Investors such as Smithfield and Campbell said they saw Chef’d providing an opportunity to learn more about direct-to-consumer retailing. In the meantime, Chef’d offered retailers like Costco and Tops a chance to fight back against an erosion of trips and shopping baskets resulting in part from online purveyors of meal kits, which provided time-pressed shoppers with easier options for meals at home.

Chef’d also had a variety of deals with CPG companies such as Coca-Cola, which offered “meal inspirations” on the Chef’d website.

Smithfield wasn’t immediately available for comment.
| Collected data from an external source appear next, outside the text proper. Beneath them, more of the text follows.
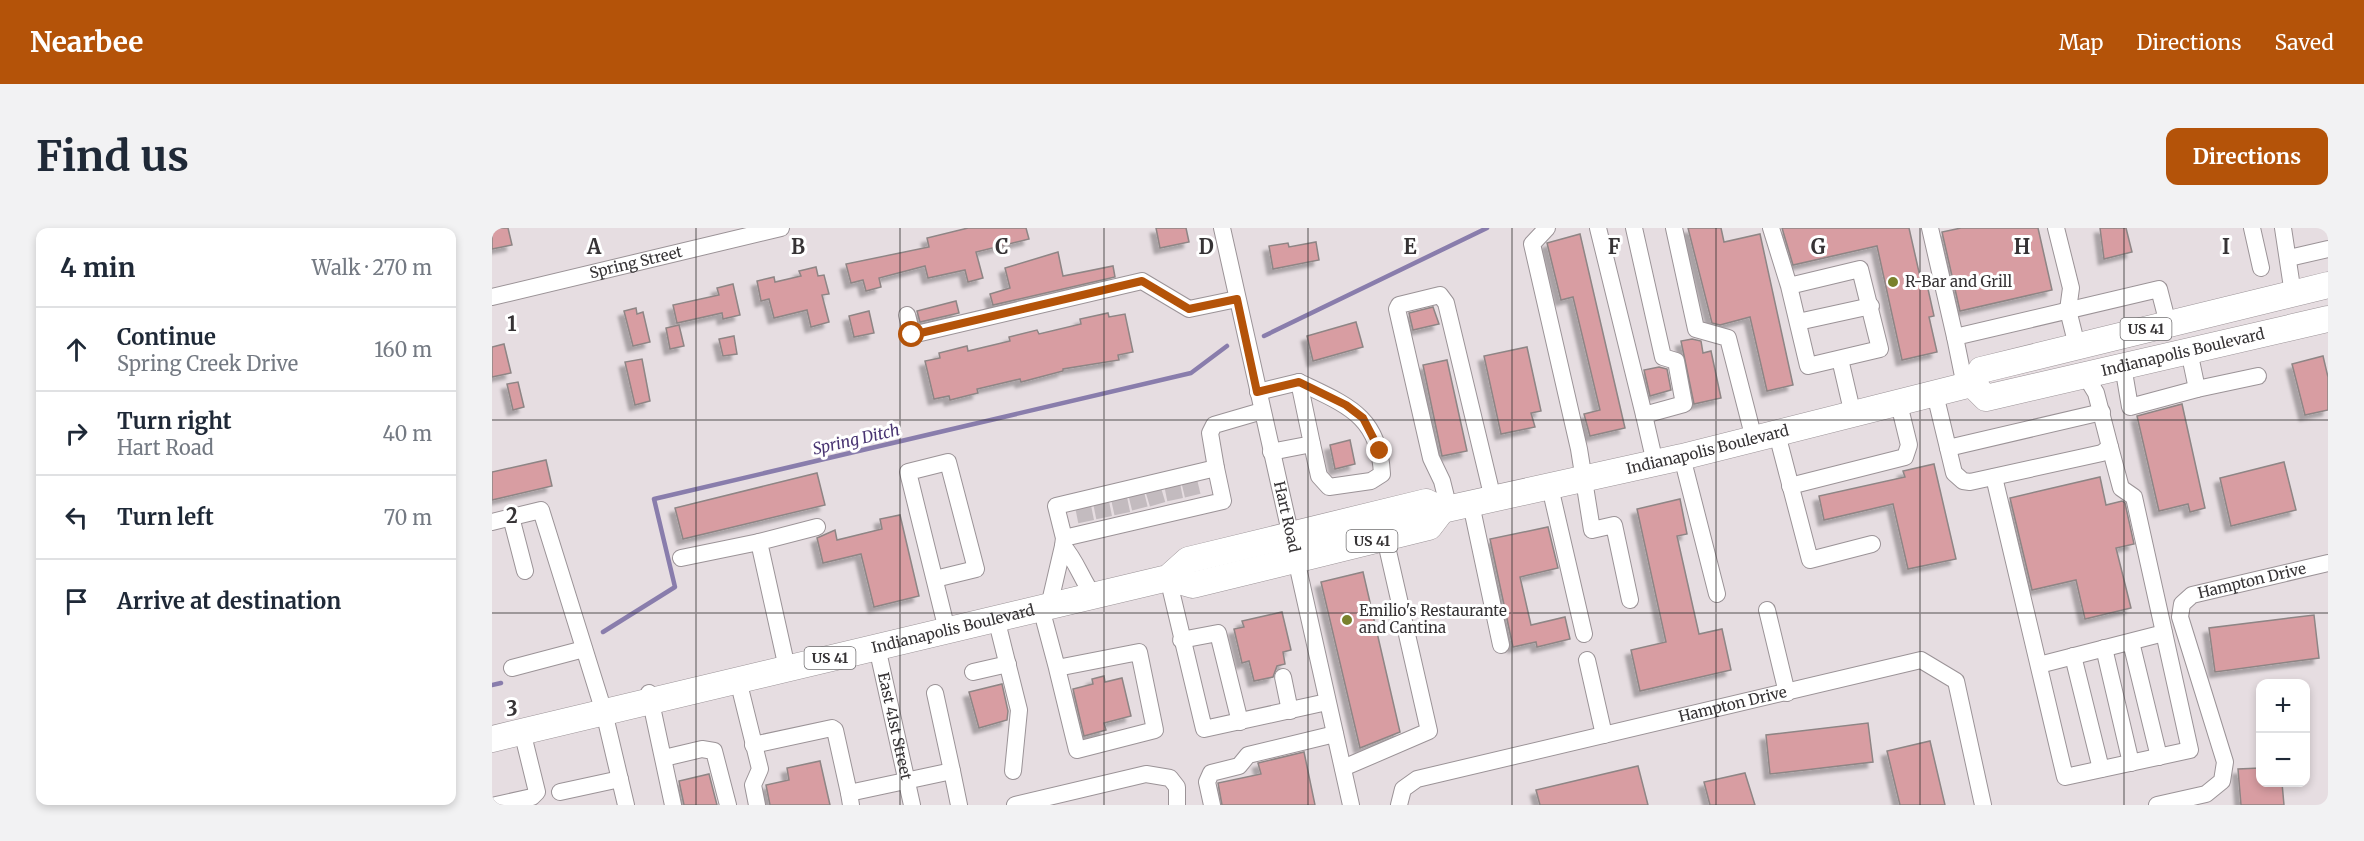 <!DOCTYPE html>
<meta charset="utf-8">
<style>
:root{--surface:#fff;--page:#f2f2f3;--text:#1f2937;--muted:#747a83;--line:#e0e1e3;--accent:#b45309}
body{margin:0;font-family:Merriweather,serif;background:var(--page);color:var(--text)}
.controls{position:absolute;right:18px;bottom:18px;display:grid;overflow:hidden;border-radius:12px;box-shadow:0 3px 9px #0003}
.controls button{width:54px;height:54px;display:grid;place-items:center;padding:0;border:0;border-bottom:2px solid var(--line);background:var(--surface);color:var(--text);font:30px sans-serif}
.stop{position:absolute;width:18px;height:18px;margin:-14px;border:4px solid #b45309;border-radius:50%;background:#fff}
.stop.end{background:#b45309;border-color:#fff;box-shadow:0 2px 6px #0008}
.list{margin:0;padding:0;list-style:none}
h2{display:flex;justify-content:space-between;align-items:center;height:78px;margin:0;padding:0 24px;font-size:26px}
h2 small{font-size:20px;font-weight:400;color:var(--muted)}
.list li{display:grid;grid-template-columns:39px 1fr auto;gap:18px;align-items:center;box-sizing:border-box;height:84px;padding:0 24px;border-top:2px solid var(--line)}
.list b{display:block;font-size:22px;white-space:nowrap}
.list p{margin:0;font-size:20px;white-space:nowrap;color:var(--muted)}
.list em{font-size:20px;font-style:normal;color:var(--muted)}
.icon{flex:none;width:33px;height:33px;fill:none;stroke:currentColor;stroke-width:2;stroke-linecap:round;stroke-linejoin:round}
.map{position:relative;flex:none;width:1836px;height:577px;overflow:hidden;border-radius:12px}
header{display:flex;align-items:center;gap:36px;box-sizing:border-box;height:84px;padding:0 30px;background:var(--accent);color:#fff}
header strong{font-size:28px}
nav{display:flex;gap:33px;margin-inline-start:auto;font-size:21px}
.intro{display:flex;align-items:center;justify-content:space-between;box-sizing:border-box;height:144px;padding:0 36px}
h1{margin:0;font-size:42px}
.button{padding:15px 27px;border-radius:12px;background:var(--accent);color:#fff;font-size:21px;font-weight:700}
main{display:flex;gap:36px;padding:0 36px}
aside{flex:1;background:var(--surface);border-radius:12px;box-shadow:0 3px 9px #0003}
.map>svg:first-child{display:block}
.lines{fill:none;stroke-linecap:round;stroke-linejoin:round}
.stream{stroke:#897dac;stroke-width:4.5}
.building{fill:#d89da2;stroke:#8e8585;stroke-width:1.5;filter:url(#shadow)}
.minor-tunnel{stroke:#c3bbbf;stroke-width:16;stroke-dasharray:16 8;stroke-linecap:butt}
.minor-casing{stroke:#9b9397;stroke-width:18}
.highway-casing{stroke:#9b9397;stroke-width:27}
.minor{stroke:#fff;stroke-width:16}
.highway{stroke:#fff;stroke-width:26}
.route{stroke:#b45309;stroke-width:8}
.grid{fill:none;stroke:#363335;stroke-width:1.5;stroke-opacity:0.55}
.poi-dot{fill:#79812c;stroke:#fff;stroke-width:2}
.labels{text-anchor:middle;stroke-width:6;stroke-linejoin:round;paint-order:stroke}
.shield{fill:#fff;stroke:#727072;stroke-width:1.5}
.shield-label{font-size:14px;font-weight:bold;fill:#363335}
.street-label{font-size:15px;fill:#363335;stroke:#fff}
.poi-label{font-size:15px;fill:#363335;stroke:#fff;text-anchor:start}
.water-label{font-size:16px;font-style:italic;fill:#4a3673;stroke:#fff}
.grid-label{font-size:20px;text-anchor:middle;font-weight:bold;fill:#363335;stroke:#fff;stroke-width:6;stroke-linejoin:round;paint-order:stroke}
</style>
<header>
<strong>Nearbee</strong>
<nav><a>Map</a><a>Directions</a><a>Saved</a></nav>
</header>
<div class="intro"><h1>Find us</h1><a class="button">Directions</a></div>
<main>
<aside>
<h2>4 min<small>Walk · 270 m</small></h2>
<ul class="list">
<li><svg class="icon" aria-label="ahead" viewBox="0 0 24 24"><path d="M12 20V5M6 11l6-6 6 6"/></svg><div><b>Continue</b><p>Spring Creek Drive</p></div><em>160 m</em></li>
<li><svg class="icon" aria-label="right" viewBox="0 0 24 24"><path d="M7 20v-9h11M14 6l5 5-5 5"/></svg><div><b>Turn right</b><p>Hart Road</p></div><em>40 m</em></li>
<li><svg class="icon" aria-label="left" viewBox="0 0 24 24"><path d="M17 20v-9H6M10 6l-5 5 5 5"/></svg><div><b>Turn left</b></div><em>70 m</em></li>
<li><svg class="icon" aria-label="arrive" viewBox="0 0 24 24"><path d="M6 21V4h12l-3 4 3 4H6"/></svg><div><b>Arrive at destination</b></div></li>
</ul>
</aside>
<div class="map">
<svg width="1836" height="577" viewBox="0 0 1836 577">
<defs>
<filter id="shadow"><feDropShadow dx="-5.5" dy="5.5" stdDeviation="1.5" flood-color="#0004"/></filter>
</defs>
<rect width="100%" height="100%" fill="#e6dde1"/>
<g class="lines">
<g class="stream">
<path d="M 772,108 L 995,0"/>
<path d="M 111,404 L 183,359 L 162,271 L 699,145 L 735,118"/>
<path d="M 0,457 L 9,455"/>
</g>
</g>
<g class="building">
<path d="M 0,0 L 16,0 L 20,17 L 0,21 Z"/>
<path d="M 476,0 L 534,0 L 537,11 L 484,24 L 491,50 L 476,54 L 473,42 L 436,50 L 433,38 L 387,50 L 389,59 L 374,63 L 371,52 L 359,55 L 354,36 L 437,19 L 435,10 Z"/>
<path d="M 664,0 L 694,0 L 697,14 L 668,20 Z"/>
<path d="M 1196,0 L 1229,0 L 1232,14 L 1268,6 L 1301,157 L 1275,163 L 1258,89 L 1228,97 L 1220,95 Z"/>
<path d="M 1290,0 L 1417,0 L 1429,53 L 1434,52 L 1442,88 L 1437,89 L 1445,124 L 1410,132 L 1385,18 L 1301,37 Z"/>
<path d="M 1469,0 L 1546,0 L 1560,62 L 1468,83 L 1450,4 Z"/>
<path d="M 1608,0 L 1634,0 L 1640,24 L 1612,31 Z"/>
<path d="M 1088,6 L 1133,200 L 1098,208 L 1092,186 L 1108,182 L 1081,69 L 1069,72 L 1055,15 Z"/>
<path d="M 824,14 L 827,32 L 781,41 L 777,18 L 796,15 L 797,19 Z"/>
<path d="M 566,24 L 571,48 L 621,38 L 623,49 L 501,77 L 498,66 L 518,60 L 513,40 Z"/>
<path d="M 324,39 L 326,48 L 332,47 L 337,66 L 330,67 L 337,94 L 319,99 L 315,82 L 282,90 L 277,71 L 269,73 L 265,53 L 282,49 L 283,54 L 309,48 L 307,43 Z"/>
<path d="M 241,56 L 248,87 L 231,91 L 230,85 L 185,95 L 181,77 L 227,67 L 225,60 Z"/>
<path d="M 464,73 L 467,85 L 428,94 L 425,83 Z"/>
<path d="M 941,79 L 947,96 L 921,102 L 917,85 Z"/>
<path d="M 144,80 L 145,86 L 151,84 L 158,114 L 141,118 L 132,83 Z"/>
<path d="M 377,83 L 382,105 L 362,109 L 357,88 Z"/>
<path d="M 616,85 L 617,89 L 633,86 L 641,124 L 626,127 L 627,132 L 571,141 L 571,143 L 529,154 L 528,151 L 485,161 L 486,165 L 458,172 L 457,168 L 442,171 L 433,133 L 448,130 L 447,125 L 475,118 L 476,123 L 518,113 L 517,109 L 545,102 L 547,106 L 589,96 L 588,91 Z"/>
<path d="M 864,94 L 871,119 L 821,133 L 815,108 Z"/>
<path d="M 187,97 L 192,118 L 178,121 L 174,100 Z"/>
<path d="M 242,108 L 245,126 L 231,128 L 227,111 Z"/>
<path d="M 1200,111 L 1209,113 L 1211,125 L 1219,123 L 1229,170 L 1202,176 L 1189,113 Z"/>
<path d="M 12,116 L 19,145 L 0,149 L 0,119 Z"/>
<path d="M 1035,119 L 1049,183 L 1039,185 L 1043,199 L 1009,206 L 992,128 Z"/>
<path d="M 1831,128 L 1836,149 L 1836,182 L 1813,187 L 1800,136 Z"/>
<path d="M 150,131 L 158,173 L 143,177 L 133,134 Z"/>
<path d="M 955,132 L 975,223 L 950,228 L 931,137 Z"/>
<path d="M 1167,139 L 1175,141 L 1179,162 L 1158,168 L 1152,142 Z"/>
<path d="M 26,154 L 32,179 L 21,182 L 15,156 Z"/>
<path d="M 1690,176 L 1713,280 L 1698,284 L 1696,276 L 1667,283 L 1645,188 Z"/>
<path d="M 858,212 L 863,236 L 843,241 L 838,217 Z"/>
<path d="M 54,232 L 60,258 L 0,272 L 0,244 Z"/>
<path d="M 1792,234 L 1804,282 L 1739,298 L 1728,250 Z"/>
<path d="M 1442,236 L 1464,331 L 1416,341 L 1401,276 L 1332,292 L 1327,268 L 1413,249 L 1411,243 Z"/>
<path d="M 325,245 L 333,277 L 191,311 L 183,280 Z"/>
<path d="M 1608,249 L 1614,277 L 1630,273 L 1633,275 L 1642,316 L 1624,320 L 1639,380 L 1593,391 L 1584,352 L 1540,362 L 1518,270 Z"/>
<path d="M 1188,271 L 1195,306 L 1185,308 L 1207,406 L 1230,401 L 1239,442 L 1148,463 L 1139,422 L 1174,414 L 1145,281 Z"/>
<path d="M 408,287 L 427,368 L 382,379 L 369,326 L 331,335 L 325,310 L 343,302 L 345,312 L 390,301 L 388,291 Z"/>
<path d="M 1056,299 L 1066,340 L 1028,349 L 1039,397 L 1073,389 L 1078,411 L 1045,419 L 1044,414 L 1021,419 L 998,311 Z"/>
<path d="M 871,344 L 908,504 L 868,520 L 829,354 Z"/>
<path d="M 790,384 L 799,422 L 791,424 L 793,436 L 785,438 L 781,449 L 762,453 L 757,433 L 750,435 L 742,401 L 752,399 L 750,393 Z"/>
<path d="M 1822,387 L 1827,430 L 1723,444 L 1717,400 Z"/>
<path d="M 612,448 L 613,454 L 630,450 L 639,488 L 612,495 L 614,502 L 592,508 L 581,461 L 601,456 L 600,451 Z"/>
<path d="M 510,456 L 516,483 L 515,492 L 487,500 L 477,464 Z"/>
<path d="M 1376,495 L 1381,534 L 1278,546 L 1274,507 Z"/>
<path d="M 1438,513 L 1453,577 L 1408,577 L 1395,523 Z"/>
<path d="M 812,524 L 823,577 L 730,577 L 726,555 L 769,546 L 766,535 Z"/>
<path d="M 328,533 L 338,577 L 278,577 L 274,557 L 297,552 L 295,540 Z"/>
<path d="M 1146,538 L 1156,577 L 1048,577 L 1044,562 Z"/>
<path d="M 1768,540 L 1768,555 L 1790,555 L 1792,577 L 1749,577 L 1746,541 Z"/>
<path d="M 1253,545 L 1263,577 L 1218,577 L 1212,554 Z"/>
<path d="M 217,546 L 225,577 L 192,577 L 187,553 Z"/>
</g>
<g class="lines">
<g class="minor-tunnel">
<path d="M 697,252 L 702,273"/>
<path d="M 680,256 L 684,276"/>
<path d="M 661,261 L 667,281"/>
<path d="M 644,265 L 649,285"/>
<path d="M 627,270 L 631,289"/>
<path d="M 609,274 L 613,294"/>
<path d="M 591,278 L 595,298"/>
</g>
<defs>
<g id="minor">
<path id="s1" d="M 730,0 L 859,577"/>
<path d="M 1055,0 L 1040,16 L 1087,221 L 1100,302 L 1122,297 L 1138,372"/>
<path d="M 1106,0 L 1152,187 L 1192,176 L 1184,133 L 1171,129 L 1142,0"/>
<path d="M 1182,0 L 1204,101 L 1236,110 L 1262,211"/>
<path d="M 1279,0 L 1297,58 L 1316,138 L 1388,121 L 1368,41 L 1297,58"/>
<path d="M 1438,0 L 1463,109"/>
<path d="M 1564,0 L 1579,60 L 1576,82 L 1585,118"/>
<path d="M 1760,0 L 1769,40"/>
<path d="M 1791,0 L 1801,66"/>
<path d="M 1797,30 L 1836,21"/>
<path id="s2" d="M 0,69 L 289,0"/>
<path d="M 415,87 L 420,107 L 650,53 L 697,81 L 745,71"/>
<path d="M 1306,94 L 1379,78"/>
<path d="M 1348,131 L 1361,187"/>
<path d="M 1631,138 L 1638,179 L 1705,161 L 1697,123"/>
<path d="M 807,154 C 854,177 887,187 890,246 L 879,253 L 837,259 L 827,248 L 820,216"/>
<path d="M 1473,158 L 1463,109 L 1667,61 L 1676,96"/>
<path d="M 1705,161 L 1766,148"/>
<path d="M 766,164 L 807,154 L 820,216 L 779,224"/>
<path d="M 1443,166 L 1462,245 L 1471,253 L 1478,254 L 1610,225 L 1618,219 L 1604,165 L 1593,147"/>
<path d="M 1152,187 L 1163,235"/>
<path d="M 1285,206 L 1318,332 L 1380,316"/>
<path d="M 1456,220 L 1610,184"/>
<path d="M 1190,229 L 1225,366"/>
<path d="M 724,240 L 718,205 L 722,197 L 770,183"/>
<path d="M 1502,249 L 1573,549 L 1698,522 L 1642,269 L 1629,260 L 1618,219"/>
<path d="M 1298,258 L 1413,229 L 1417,217 L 1407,176"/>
<path d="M 1058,259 L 1092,406"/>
<path d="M 979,276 L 1009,417"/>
<path d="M 957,281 L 950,253 L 939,230 L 905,81 L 907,77 L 948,67 L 954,75 L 1001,271"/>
<path d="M 19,289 L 33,343"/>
<path d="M 0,294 L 49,282 L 112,484 L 134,577"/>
<path d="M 571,318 L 572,310 L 564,278 L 724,240 L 731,273 L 572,310"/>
<path d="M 189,330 L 267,314"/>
<path d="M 676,350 L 712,501 L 835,474"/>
<path d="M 443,351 L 484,341 L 456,234 L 416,244 L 455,402"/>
<path d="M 557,378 L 571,318 C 584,332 590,352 601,367"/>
<path d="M 549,380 L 565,440 L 647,424 L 663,502 L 585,522 L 565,440"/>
<path d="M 1275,382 L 1295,465"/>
<path d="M 504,390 L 527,482 L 521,543"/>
<path d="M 689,412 L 726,405 L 748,494"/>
<path d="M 1639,414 L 1667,529"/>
<path id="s3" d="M 385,419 L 420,577"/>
<path d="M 1612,420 L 1639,535"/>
<path d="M 1581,428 L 1609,541"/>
<path d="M 1095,432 L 1112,507"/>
<path d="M 1547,437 L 1672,405"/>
<path d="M 20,440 L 92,421"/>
<path d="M 295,440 L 267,314 L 325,299"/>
<path d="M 481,444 L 516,436"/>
<path d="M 791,449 L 798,483"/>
<path d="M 246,452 L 268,541 L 261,557 L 265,577"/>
<path d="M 157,465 L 181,577"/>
<path d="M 443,465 L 460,543"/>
<path d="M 261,517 L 340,500 L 343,502 L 357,565"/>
<path d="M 172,530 L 210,521 L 222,523 L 236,577"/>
<path d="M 851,540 L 937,503 L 893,310"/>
<path d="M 68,564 L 128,551"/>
<path d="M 4,577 L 40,569 L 45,564 L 30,503"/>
<path d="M 359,577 L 357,565 L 460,543 L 467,577"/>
<path d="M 523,577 L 654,546 L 678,550 L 685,559 L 685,577"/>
<path d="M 720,577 L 715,554 L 719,545 L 747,538 L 756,527 L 843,506"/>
<path id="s4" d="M 907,577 L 911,561 L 925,551 L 1429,432 L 1464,453 L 1491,577"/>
<path id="s5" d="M 1665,577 L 1714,566 L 1730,553 L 1733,534 L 1688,389 L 1690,376 L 1700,367 L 1836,335"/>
</g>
<g id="highway">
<path id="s6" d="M 1480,156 L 1494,170 L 1836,91"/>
<path d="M 676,350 L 701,357 L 937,299 L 950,282"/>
<path id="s7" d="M 0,511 L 676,350 L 696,332 L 934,274 L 950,282 L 1190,229 L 1480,156 L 1489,142 L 1836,57"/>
</g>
</defs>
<use href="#minor" class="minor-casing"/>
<use href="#highway" class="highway-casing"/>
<use href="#minor" class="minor"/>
<use href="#highway" class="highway"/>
</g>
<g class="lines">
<path class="route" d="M 420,107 L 650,53 L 697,81 L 745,71 L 765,164 L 807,154 L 854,177 L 871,190 L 888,223"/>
</g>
<path class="grid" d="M 204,0 L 204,577M 408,0 L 408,577M 612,0 L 612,577M 816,0 L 816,577M 1020,0 L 1020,577M 1224,0 L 1224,577M 1428,0 L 1428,577M 1632,0 L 1632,577M 0,192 L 1836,192M 0,385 L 1836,385"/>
<g class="poi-dot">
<circle cx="1401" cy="54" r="6"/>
<circle cx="855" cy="392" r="6"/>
</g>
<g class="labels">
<g class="shield">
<rect x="1628.5" y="90" width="51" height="22" rx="4.5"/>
<rect x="854.5" y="302" width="51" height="22" rx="4.5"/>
<rect x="312.5" y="419" width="51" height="22" rx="4.5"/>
</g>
<g class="shield-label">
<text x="1654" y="106">US 41</text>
<text x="880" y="318">US 41</text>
<text x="338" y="435">US 41</text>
</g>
<g class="street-label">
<text dy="5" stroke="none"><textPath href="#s2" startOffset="148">Spring Street</textPath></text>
<text dy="5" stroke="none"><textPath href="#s6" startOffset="222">Indianapolis Boulevard</textPath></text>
<text dy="5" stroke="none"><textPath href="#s7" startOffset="1257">Indianapolis Boulevard</textPath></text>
<text dy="5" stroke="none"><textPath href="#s1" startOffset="296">Hart Road</textPath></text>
<text dy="5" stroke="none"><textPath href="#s5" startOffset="330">Hampton Drive</textPath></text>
<text dy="5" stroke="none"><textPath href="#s7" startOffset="474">Indianapolis Boulevard</textPath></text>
<text dy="5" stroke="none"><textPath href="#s4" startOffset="358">Hampton Drive</textPath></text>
<text dy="5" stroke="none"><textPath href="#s3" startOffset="81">East 41st Street</textPath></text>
</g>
<g class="poi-label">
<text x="1413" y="59">R-Bar and Grill</text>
<text x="867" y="388">Emilio's Restaurante<tspan x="867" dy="17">and Cantina</tspan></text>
</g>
<g class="water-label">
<text transform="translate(364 211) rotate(-13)" y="6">Spring Ditch</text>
</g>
</g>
<g class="grid-label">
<text x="102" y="26">A</text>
<text x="306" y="26">B</text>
<text x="510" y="26">C</text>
<text x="714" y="26">D</text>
<text x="918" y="26">E</text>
<text x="1122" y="26">F</text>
<text x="1326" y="26">G</text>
<text x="1530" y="26">H</text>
<text x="1734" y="26">I</text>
<text x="20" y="103">1</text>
<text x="20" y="295">2</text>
<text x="20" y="488">3</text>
</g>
</svg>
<div class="controls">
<button>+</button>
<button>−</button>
</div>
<div class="stop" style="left:420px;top:107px"></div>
<div class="stop end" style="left:888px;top:223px"></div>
</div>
</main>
In a memo to employees republished by The Wall Street Journal, Chef’d CEO Kyle Ransford told employees that “setbacks with financing” led to the decision to shut down. “If we had been successful with these funding efforts, this difficult decision would have been avoided.”

According to Coca-Cola, the market for meal kits is projected to grow to $36 billion by 2025, driven by consumers’ quest for easy, time-saving and little-to-no-prep food solutions. “Meal kits aren’t a passing fad,” said Carrie Williams, a Coca-Cola brand manager.

However, companies in the space, including Chef’d and Blue Apron, have faced heavy losses as they struggle to attract and retain subscribers and fulfill perishable orders. Significant players in the space in the meantime have been sold to food retailers, including Plated, which Albertsons bought last year, and Home Chef, acquired recently by Kroger.